Modell Stephen M, Smith Jennifer A, Kardia Sharon L R
Department of Epidemiology, University of Michigan School of Public Health, Ann Arbor, Michigan, USA.
Public Health Genomics. 2025;28(1):241-251. doi: 10.1159/000546850. Epub 2025 Jun 18.
In 2023, the FDA approved two gene therapies for sickle cell disease (SCD), one of which follows a standard gene therapy protocol and the other a gene editing (CRISPR/Cas9) approach. Other gene therapy protocols for conditions relating to public health continue to advance and are being discussed in academic and professional circles. This review examines the pace of public health-related gene therapy and gene editing development since the publication of a key British white paper dealing with the pace of fruition in this field.
Gene therapy developments related to public health fit into three overarching baskets: (1) gene therapy and editing for rare, single-gene disorders (e.g., homozygous familial hypercholesterolemia and hereditary amyloidosis polyneuropathy); (2) gene therapy and editing for high prevalence conditions (e.g., SCD); and (3) genetic engineering and gene editing of mosquitoes transmitting tropical disease. While the protocols listed in this purposive inspection largely center around phase III (comparing treatments), with several in phase II (establishing efficacy) and phase I (assessing safety), costs of actual administration can span USD 2.1 to 3.1 million. By comparison, conventional SCD treatment runs between USD 22,500 and USD 200,000 per year for its most severe forms. Expert and public buy-in of gene editing of mosquitoes to reduce tropical disease and for human germline gene editing contain many caveats, with public health serving a useful monitoring and filtering role for how a technology might be deemed permissible.

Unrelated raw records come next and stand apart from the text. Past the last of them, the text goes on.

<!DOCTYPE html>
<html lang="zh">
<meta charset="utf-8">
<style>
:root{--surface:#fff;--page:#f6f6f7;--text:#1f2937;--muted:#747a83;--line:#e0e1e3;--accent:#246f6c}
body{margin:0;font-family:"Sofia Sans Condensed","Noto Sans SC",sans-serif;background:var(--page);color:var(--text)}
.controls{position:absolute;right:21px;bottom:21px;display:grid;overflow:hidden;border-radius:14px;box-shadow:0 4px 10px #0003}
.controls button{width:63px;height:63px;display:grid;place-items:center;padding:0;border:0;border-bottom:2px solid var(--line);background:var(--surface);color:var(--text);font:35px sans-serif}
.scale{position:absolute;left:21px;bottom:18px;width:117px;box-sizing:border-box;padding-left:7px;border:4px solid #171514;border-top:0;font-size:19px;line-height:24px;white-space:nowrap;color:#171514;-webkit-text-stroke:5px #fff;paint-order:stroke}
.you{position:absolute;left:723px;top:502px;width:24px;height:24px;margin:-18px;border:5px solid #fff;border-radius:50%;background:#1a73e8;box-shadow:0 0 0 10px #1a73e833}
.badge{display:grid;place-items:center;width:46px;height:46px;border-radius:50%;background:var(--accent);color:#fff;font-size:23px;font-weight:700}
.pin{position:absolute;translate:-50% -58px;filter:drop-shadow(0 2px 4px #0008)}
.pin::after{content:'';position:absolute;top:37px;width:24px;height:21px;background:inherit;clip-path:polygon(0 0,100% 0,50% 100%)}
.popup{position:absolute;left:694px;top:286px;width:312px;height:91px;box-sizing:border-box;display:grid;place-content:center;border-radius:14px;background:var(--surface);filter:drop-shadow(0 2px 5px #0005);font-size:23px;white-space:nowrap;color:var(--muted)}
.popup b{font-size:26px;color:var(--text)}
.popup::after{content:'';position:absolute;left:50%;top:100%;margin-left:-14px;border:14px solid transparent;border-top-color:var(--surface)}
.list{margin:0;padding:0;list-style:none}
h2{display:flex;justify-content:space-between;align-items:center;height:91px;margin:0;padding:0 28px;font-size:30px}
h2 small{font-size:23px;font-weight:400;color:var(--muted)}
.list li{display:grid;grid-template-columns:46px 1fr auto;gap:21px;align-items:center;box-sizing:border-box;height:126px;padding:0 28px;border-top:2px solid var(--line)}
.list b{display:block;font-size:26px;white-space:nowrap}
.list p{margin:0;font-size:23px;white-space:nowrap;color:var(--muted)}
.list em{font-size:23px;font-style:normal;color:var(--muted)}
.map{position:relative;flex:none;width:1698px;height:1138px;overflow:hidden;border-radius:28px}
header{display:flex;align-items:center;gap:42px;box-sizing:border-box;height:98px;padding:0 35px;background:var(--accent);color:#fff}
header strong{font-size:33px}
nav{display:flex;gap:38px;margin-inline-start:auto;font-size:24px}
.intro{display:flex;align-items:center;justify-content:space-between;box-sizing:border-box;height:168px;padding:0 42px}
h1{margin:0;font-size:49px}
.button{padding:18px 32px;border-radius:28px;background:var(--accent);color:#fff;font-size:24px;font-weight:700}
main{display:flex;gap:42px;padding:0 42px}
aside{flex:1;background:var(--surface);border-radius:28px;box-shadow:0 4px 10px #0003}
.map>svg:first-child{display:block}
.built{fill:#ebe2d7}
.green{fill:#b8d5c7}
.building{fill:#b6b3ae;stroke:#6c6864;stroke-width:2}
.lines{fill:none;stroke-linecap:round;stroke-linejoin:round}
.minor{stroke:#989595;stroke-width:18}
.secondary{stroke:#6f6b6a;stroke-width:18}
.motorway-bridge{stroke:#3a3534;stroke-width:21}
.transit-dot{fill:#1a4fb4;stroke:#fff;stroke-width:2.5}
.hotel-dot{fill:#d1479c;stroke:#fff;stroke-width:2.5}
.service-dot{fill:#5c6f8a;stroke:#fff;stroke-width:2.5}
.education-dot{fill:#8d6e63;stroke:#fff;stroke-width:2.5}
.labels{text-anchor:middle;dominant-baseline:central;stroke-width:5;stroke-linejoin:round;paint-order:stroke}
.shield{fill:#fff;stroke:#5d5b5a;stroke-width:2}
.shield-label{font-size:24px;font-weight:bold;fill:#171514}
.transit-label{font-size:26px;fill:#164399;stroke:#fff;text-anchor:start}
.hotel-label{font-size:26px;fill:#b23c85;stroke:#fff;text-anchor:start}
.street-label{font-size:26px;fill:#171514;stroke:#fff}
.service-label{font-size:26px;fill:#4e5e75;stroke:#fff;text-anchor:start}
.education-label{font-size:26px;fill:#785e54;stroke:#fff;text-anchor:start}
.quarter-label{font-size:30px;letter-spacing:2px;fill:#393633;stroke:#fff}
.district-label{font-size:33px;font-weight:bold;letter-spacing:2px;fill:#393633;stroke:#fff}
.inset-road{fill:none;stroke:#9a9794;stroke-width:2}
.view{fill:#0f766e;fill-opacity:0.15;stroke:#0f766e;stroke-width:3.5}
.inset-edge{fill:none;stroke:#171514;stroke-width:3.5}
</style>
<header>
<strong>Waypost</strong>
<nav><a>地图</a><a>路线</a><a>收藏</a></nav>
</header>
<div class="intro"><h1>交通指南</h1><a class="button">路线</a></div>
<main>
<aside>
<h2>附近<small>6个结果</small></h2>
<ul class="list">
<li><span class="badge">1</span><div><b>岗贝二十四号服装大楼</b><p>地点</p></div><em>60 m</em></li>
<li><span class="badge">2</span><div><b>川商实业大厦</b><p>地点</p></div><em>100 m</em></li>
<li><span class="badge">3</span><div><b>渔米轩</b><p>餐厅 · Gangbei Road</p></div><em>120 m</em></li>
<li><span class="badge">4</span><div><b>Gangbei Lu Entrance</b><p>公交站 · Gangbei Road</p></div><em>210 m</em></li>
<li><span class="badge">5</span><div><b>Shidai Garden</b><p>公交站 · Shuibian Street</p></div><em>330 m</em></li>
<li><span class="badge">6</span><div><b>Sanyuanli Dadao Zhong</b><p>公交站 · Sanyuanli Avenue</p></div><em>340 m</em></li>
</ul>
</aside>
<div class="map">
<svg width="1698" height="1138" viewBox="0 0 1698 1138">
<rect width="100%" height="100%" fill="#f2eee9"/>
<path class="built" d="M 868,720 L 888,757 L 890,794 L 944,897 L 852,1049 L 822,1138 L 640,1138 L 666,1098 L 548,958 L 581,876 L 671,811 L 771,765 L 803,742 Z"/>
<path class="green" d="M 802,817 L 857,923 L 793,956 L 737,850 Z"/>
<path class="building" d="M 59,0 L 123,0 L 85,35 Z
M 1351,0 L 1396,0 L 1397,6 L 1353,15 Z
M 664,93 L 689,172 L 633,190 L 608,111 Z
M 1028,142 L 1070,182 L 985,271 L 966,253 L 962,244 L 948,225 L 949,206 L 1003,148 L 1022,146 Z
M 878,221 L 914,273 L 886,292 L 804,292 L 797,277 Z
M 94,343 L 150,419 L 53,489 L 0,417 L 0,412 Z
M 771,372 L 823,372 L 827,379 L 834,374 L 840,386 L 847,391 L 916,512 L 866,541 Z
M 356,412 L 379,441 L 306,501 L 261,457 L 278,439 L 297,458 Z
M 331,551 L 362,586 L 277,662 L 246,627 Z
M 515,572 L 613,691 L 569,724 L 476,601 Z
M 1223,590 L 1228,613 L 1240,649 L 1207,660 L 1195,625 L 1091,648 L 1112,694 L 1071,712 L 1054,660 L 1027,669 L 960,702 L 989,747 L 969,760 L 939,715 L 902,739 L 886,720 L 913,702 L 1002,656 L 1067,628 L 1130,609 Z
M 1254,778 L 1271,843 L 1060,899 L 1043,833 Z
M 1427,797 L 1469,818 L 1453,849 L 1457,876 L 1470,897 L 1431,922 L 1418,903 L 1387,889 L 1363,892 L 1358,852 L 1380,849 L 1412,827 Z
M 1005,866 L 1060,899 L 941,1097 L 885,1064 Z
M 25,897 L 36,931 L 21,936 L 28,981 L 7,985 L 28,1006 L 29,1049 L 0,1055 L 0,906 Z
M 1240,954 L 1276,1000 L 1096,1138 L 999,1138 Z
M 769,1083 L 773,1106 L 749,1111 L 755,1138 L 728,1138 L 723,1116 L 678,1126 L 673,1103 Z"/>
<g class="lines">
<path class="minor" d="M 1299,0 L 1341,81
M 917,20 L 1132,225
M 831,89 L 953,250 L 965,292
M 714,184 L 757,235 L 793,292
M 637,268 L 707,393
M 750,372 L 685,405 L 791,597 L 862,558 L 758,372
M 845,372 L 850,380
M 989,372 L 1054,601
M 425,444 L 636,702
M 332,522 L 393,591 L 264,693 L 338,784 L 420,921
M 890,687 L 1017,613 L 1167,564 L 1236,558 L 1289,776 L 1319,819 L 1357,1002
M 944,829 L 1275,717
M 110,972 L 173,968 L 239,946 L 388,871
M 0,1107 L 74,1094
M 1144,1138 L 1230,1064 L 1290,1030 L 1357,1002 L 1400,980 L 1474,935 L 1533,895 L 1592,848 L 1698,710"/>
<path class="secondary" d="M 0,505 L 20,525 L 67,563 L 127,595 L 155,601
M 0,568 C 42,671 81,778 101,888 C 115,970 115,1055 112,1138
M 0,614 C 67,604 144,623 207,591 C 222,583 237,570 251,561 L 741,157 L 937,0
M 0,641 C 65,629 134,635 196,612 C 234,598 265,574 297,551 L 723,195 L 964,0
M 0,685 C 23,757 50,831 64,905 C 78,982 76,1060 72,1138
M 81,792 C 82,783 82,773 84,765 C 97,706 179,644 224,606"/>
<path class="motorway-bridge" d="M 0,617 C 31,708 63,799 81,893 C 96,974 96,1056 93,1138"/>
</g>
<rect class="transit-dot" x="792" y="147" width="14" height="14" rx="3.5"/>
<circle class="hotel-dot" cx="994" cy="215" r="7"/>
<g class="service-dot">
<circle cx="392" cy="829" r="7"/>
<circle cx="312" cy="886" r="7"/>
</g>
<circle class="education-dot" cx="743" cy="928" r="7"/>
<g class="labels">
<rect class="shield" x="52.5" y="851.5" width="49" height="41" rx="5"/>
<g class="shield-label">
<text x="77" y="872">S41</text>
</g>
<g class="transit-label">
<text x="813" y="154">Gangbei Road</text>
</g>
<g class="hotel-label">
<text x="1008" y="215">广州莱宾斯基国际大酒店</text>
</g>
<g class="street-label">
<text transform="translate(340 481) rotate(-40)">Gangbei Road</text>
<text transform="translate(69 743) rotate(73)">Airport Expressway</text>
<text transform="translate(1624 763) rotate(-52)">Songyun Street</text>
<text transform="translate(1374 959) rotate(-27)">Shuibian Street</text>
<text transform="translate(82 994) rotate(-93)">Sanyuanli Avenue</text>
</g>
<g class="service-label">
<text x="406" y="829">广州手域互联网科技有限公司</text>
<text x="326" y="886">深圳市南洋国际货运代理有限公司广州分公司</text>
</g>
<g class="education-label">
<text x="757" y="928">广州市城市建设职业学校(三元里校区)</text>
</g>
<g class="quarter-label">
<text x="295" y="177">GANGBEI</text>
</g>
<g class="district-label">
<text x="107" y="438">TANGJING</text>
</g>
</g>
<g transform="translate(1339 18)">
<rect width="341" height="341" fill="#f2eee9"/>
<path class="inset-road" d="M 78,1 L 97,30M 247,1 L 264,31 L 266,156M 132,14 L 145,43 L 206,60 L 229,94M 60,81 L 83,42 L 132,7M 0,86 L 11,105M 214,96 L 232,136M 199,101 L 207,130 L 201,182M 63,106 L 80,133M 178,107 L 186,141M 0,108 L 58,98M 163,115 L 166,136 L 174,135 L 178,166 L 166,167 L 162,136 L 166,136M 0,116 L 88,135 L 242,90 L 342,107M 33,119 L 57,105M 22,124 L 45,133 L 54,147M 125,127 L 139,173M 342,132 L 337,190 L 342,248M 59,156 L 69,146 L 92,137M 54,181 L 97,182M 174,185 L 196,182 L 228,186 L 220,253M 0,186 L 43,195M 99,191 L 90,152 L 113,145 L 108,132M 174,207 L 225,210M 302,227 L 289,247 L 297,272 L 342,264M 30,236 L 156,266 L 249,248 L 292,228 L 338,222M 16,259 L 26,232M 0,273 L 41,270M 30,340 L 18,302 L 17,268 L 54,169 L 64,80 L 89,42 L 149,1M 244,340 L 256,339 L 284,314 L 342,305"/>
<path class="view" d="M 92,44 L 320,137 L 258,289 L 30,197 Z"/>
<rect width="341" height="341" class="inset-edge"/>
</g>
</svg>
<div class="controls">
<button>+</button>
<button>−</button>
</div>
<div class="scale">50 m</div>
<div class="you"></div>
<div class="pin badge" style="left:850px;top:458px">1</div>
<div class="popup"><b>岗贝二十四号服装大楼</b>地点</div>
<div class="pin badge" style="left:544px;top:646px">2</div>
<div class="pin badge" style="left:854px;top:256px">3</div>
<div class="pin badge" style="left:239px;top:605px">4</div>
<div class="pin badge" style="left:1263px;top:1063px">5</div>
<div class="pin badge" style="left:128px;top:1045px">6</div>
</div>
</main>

Gene therapy has advanced beyond the stage where possible consequences serve as an automatic barrier to mainstream use, moving it closer to British white paper objectives. Ethical and feasible adoption by public health, taking into account population needs, will most likely happen through a combination Medicaid and Medicare, as opposed to the system governing newborn screening, under arrangements similar to the Centers for Medicare and Medicaid Services' coverage under evidence development program. Vector gene drives to alleviate tropical disease should remain privately financed, with this type of financing also being used for the vast majority of gene therapies entering the market. Though the criteria for germline applications continue to evolve, in the end such applications do not serve public health purposes. Academic public health has a monitoring role to play as relevant gene therapy and gene editing trials evolve; public health practice a referral and field monitoring role in the T3 (implementation) and T4 (population outcomes) translational research phases for the few applications that could justifiably receive public funding and public health support.
2023年,美国食品药品监督管理局(FDA)批准了两种用于镰状细胞病(SCD)的基因疗法,其中一种遵循标准基因疗法方案,另一种采用基因编辑(CRISPR/Cas9)方法。其他与公共卫生相关疾病的基因疗法方案也在不断推进,并在学术和专业领域进行讨论。本综述考察了自一份关于该领域成果进展速度的重要英国白皮书发表以来,与公共卫生相关的基因疗法和基因编辑的发展速度。
与公共卫生相关的基因疗法发展可分为三大类:(1)针对罕见单基因疾病的基因疗法和编辑(例如纯合子家族性高胆固醇血症和遗传性淀粉样多神经病);(2)针对高发性疾病的基因疗法和编辑(例如镰状细胞病);(3)对传播热带疾病的蚊子进行基因工程和基因编辑。虽然本次有针对性的考察中列出的方案大多处于III期(比较治疗效果),有一些处于II期(确定疗效)和I期(评估安全性),但实际给药成本可能在210万至310万美元之间。相比之下,镰状细胞病最严重形式的传统治疗每年费用在22,500美元至200,000美元之间。专家和公众对通过蚊子基因编辑来减少热带疾病以及对人类生殖系基因编辑的接受存在诸多限制条件,公共卫生在判定一项技术是否被允许方面发挥着有益的监测和筛选作用。
基因疗法已经超越了可能产生的后果自动成为其主流应用障碍的阶段,使其更接近英国白皮书的目标。考虑到人群需求,公共卫生领域在道德和可行的情况下采用基因疗法,很可能会通过医疗保险和医疗补助相结合的方式实现,而不是通过新生儿筛查系统,类似于医疗保险和医疗补助服务中心根据证据开发计划提供的覆盖范围。减轻热带疾病的载体基因驱动应该保持私人融资,这种融资方式也用于绝大多数进入市场的基因疗法。虽然生殖系应用的标准在不断演变,但最终此类应用并非出于公共卫生目的。随着相关基因疗法和基因编辑试验的发展,学术公共卫生领域应发挥监测作用;对于少数有理由获得公共资金和公共卫生支持的应用,公共卫生实践在转化研究的T3(实施)和T4(人群结果)阶段应发挥转诊和现场监测作用。